Pages

Friday, January 24, 2014

Contrary to what editor insinuates, the presidency will not condone corruption

PHOTO | FILE President Uhuru Kenyatta (right) with his deputy William Ruto at a past function.

PHOTO | FILE President Uhuru Kenyatta (right) with his deputy William Ruto at a past function. 
By Eric Ng'eno
More by this Author
On Tuesday last week, Nation editor Macharia Gaitho penned what is arguably his most distressing op-ed titled: ‘Has Ruto let the cat out of the bag with his lament about bad advice?’ (Read the article here)
This is a barefaced contrivance to frame a non-existent political dispute along volatile ethnic contours. His contention is that Mr Charles Keter, Mr Alfred Keter and I are in a conspiracy to propagate narrow tribal interests at the behest of the Deputy President, against senior named public servants whom Mr Gaitho helpfully referenced as ‘powerful figures from Central Kenya’.
The thrust of his offensive opinion is that the Deputy President is actually waging war against the President through proxy. That is why he lined his ducks in nice little ethnic rows: Kalenjin versus Kikuyu, with the expectation that the hackles of respective bases would be raised, and an all-out conflict will subsequently consume the Jubilee Alliance.
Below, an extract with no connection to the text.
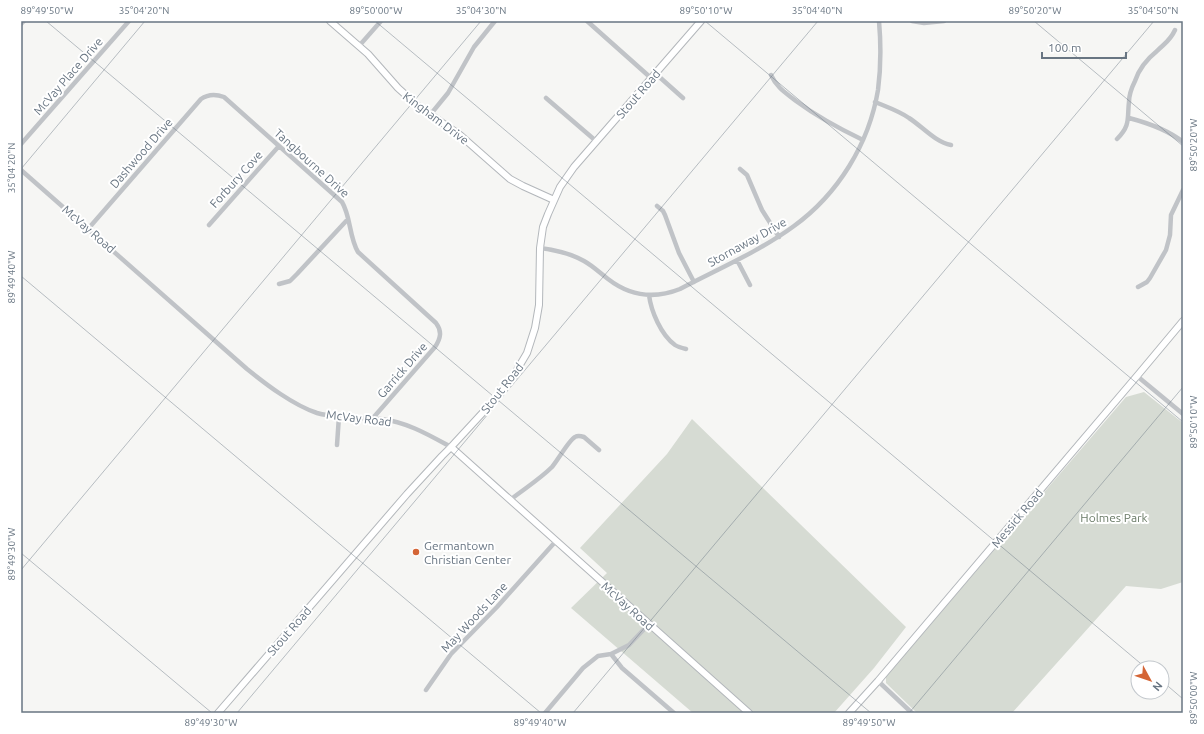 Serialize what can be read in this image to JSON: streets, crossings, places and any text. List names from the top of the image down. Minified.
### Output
{"streets":{"street":["McVay Place Drive","Stout Road","Kingham Drive","Dashwood Drive","Tangbourne Drive","Forbury Cove","McVay Road","Stornaway Drive","Garrick Drive","Messick Road","May Woods Lane"]},"crossings":[["Stout Road","Kingham Drive"],["Stout Road","McVay Road"],["Stout Road","Stornaway Drive"],["Dashwood Drive","Tangbourne Drive"],["Dashwood Drive","McVay Road"],["Tangbourne Drive","Forbury Cove"],["Tangbourne Drive","Garrick Drive"],["McVay Road","Garrick Drive"],["McVay Road","May Woods Lane"]],"parks":["Holmes Park"],"places":["Germantown Christian Center"],"scale_bar":"100 m","north":"bottom right","coordinates":["89°49'50\"W","35°04'20\"N","89°50'00\"W","35°04'30\"N","89°50'10\"W","35°04'40\"N","89°50'20\"W","35°04'50\"N","89°49'40\"W","89°49'30\"W"]} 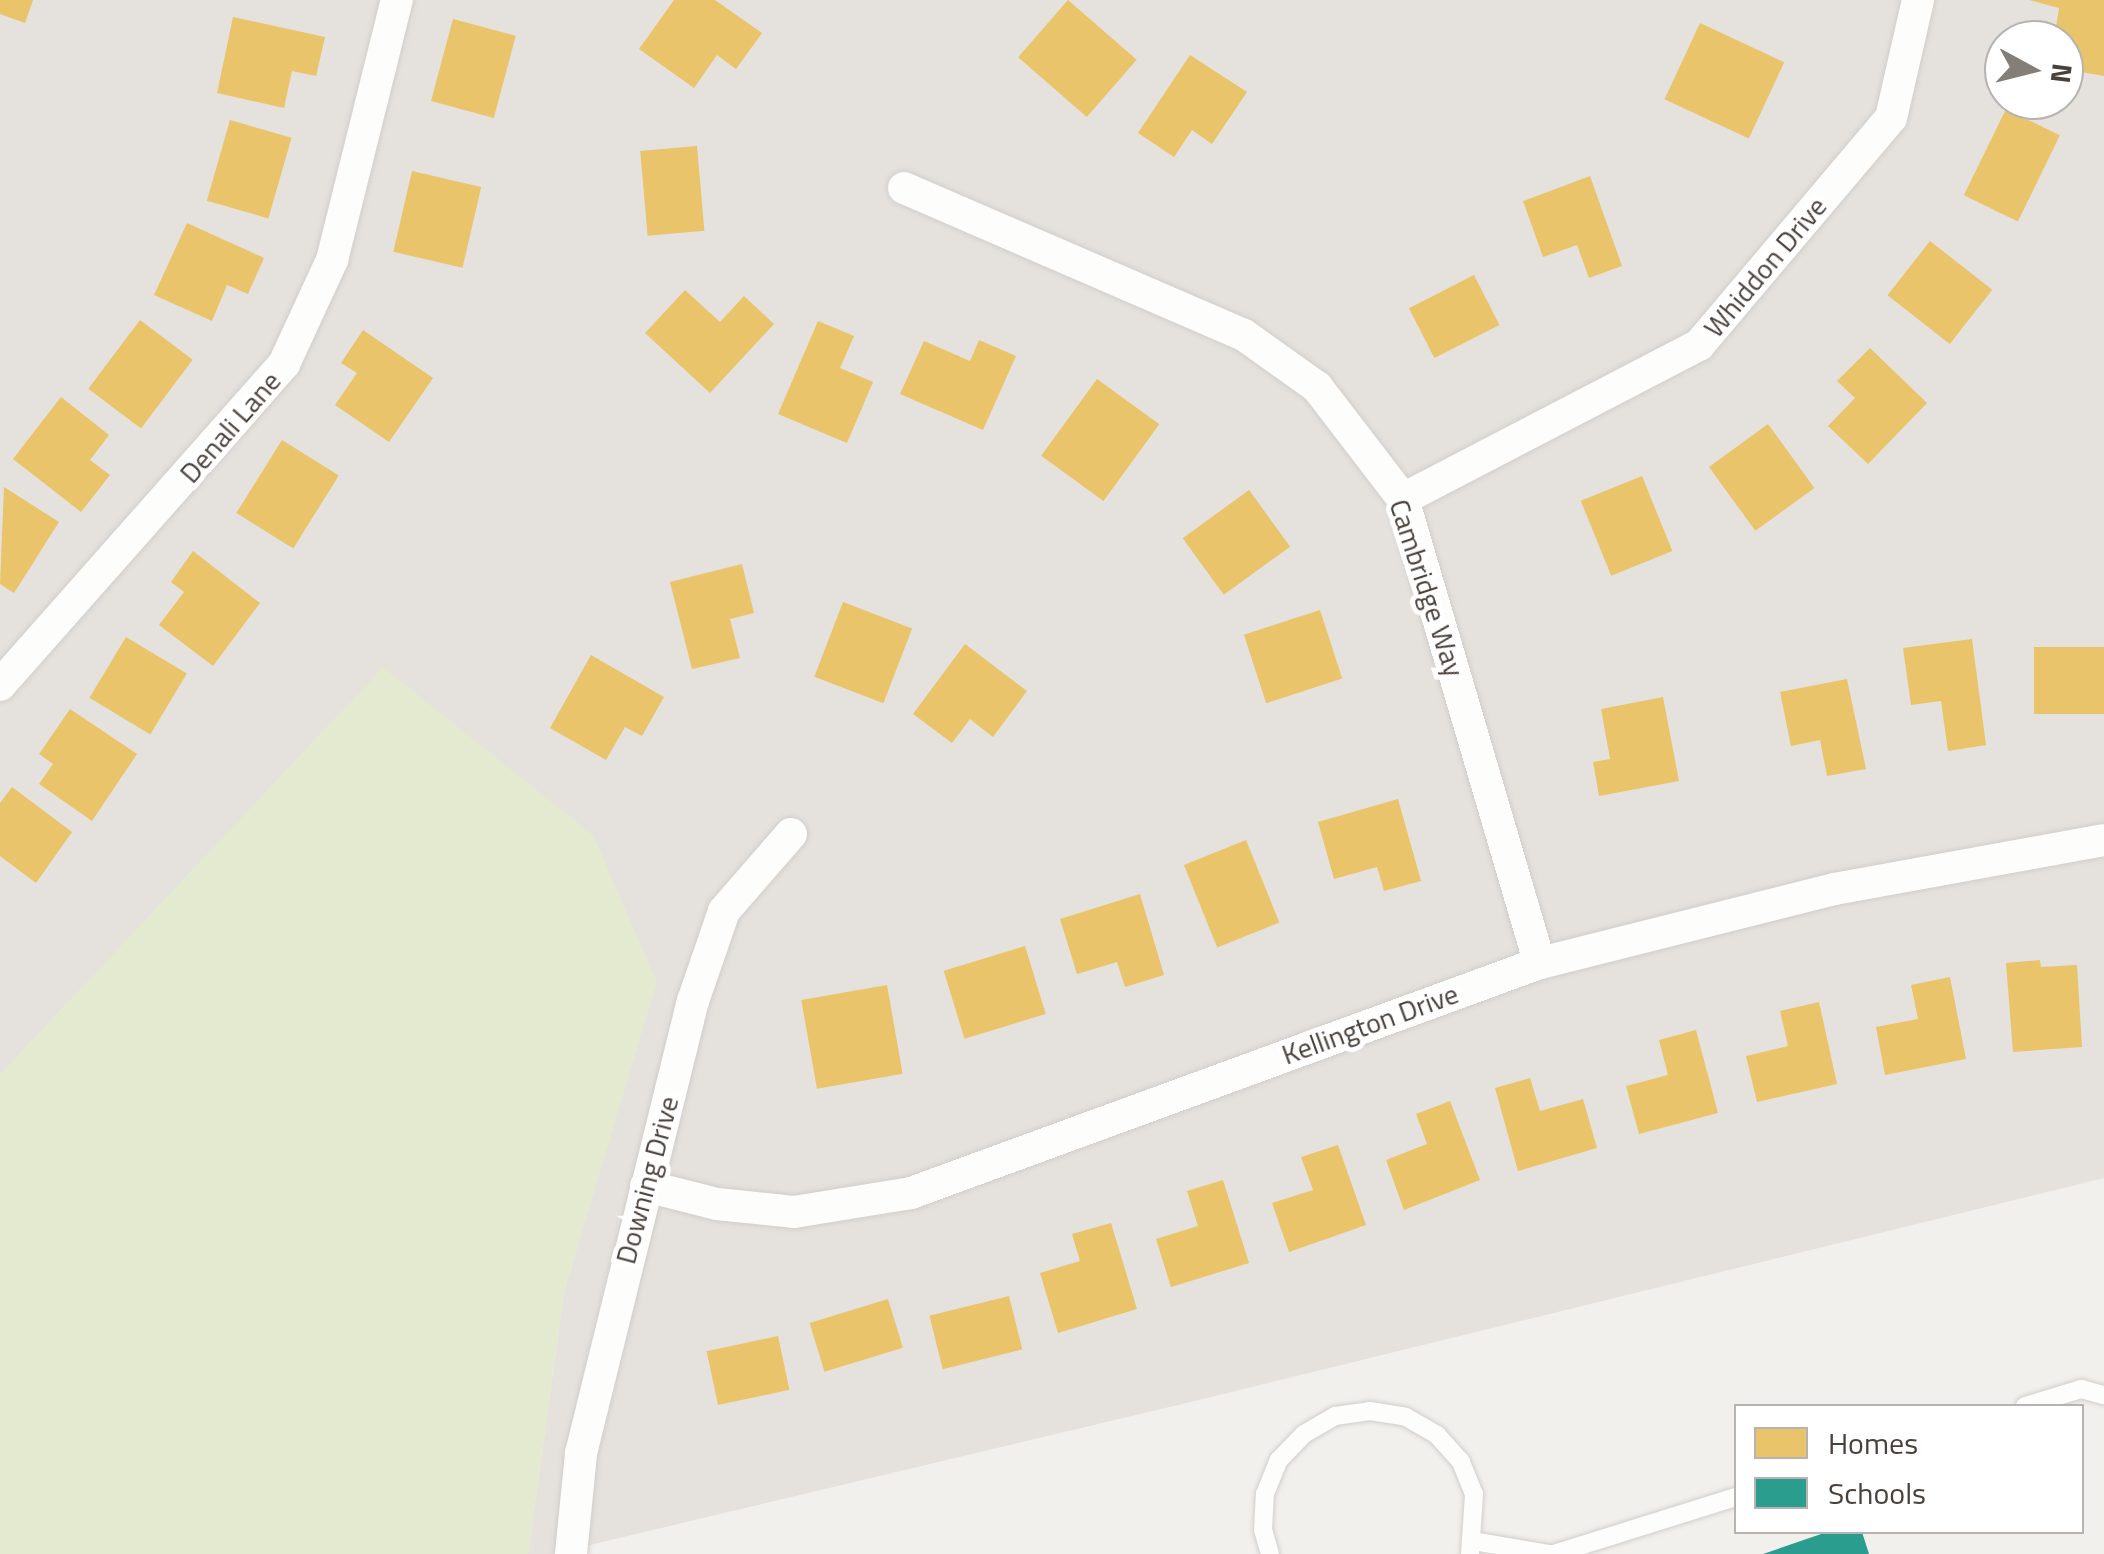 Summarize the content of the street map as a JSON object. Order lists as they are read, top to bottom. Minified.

I write to protest against this cavalier attitude to facts. First of all, as far as I can determine, Mr Alfred Keter purports to protest corruption in relation to the standard gauge railway project, and disenchantment with the tribal ratios in public sector appointments.
 


It is clear that ignorance of pertinent facts is a key component of this agitation. On the other hand, Mr Charles Keter was outraged that certain folk who actively connived in the subornation of perjuries against the Deputy President with regard to the ICC continue to serve at the heart of power.
I can speak well for myself. Essentially, I predicted that the government would have to shed certain obstructive elements and dismantle powerful networks of corrupt civil servants. I identified constitutional implementation and devolution as the most prone to these malevolent operatives.
When I wrote that much-discussed opinion, I was alive to repeated observations in the public domain, and even referred to undisputed utterances of the President. I did not refer to any particular officer by name. Yet Mr Gaitho confidently divines the identities of people he deems to be “powerful figures from Central Kenya” as the targets of my article.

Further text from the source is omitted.